### REQUIRED ACTION
Search the entries below. Return every line that has "Eglise" in it.

### GIVEN DATA
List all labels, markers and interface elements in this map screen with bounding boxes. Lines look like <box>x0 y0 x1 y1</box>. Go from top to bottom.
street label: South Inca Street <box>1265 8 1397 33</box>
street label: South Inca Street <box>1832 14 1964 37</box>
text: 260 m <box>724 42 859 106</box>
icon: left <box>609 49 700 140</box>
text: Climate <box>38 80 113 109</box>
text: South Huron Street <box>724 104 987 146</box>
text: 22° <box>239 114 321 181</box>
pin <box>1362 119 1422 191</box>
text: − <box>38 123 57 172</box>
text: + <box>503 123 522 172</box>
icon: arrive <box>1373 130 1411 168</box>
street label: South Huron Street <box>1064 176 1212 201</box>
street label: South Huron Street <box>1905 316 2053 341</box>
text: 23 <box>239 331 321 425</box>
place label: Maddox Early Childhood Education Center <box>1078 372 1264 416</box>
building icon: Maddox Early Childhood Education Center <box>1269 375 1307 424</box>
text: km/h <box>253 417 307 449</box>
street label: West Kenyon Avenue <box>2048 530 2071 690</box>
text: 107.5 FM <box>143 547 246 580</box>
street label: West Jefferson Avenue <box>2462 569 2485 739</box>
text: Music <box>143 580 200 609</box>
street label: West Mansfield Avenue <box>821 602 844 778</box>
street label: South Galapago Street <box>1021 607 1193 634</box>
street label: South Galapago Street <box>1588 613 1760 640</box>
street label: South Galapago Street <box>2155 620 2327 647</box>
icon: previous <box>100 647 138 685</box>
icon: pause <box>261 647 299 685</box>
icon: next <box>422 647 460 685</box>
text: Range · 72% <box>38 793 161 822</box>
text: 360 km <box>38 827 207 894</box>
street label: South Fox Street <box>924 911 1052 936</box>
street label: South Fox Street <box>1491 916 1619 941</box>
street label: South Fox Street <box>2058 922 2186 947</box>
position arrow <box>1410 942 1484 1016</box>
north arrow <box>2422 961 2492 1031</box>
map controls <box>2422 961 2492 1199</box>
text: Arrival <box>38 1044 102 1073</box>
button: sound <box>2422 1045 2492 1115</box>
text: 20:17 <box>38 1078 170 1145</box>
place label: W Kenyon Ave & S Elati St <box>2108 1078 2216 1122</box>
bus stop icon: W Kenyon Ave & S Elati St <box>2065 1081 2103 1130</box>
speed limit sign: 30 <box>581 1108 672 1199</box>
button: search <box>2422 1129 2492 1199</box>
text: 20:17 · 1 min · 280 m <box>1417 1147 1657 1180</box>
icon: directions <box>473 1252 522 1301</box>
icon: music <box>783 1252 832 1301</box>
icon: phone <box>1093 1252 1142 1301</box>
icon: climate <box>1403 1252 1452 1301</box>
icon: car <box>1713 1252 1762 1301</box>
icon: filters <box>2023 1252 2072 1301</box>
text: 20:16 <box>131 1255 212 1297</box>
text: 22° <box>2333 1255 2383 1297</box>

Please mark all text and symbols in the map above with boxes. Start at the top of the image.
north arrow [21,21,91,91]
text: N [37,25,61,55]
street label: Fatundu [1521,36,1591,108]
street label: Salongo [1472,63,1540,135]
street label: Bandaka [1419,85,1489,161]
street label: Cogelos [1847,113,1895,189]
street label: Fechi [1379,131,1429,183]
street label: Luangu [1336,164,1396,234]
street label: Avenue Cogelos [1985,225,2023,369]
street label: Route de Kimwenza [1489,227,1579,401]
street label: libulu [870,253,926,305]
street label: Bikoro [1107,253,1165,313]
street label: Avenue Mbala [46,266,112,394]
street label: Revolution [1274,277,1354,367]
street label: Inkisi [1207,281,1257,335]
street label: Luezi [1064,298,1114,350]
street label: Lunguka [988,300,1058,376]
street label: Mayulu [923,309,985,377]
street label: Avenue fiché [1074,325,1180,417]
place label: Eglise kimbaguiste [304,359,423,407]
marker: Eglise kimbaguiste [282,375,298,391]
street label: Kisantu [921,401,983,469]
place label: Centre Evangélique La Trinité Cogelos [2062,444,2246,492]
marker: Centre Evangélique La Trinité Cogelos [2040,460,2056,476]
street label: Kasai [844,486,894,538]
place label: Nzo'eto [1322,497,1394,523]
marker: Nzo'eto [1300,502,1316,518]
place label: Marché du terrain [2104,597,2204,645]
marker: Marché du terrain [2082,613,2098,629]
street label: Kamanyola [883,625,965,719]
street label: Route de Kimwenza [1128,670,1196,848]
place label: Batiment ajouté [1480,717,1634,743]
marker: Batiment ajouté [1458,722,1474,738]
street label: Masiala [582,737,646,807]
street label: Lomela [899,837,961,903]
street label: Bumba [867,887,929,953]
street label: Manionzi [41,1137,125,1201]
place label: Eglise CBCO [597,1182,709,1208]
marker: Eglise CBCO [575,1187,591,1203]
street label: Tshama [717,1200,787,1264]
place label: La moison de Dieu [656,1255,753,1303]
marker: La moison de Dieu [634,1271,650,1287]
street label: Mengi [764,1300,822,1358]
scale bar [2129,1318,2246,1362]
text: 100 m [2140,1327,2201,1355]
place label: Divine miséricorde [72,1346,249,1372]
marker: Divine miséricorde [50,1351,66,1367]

### TASK OUTPUT
place label: Eglise kimbaguiste [304,359,423,407]
marker: Eglise kimbaguiste [282,375,298,391]
place label: Eglise CBCO [597,1182,709,1208]
marker: Eglise CBCO [575,1187,591,1203]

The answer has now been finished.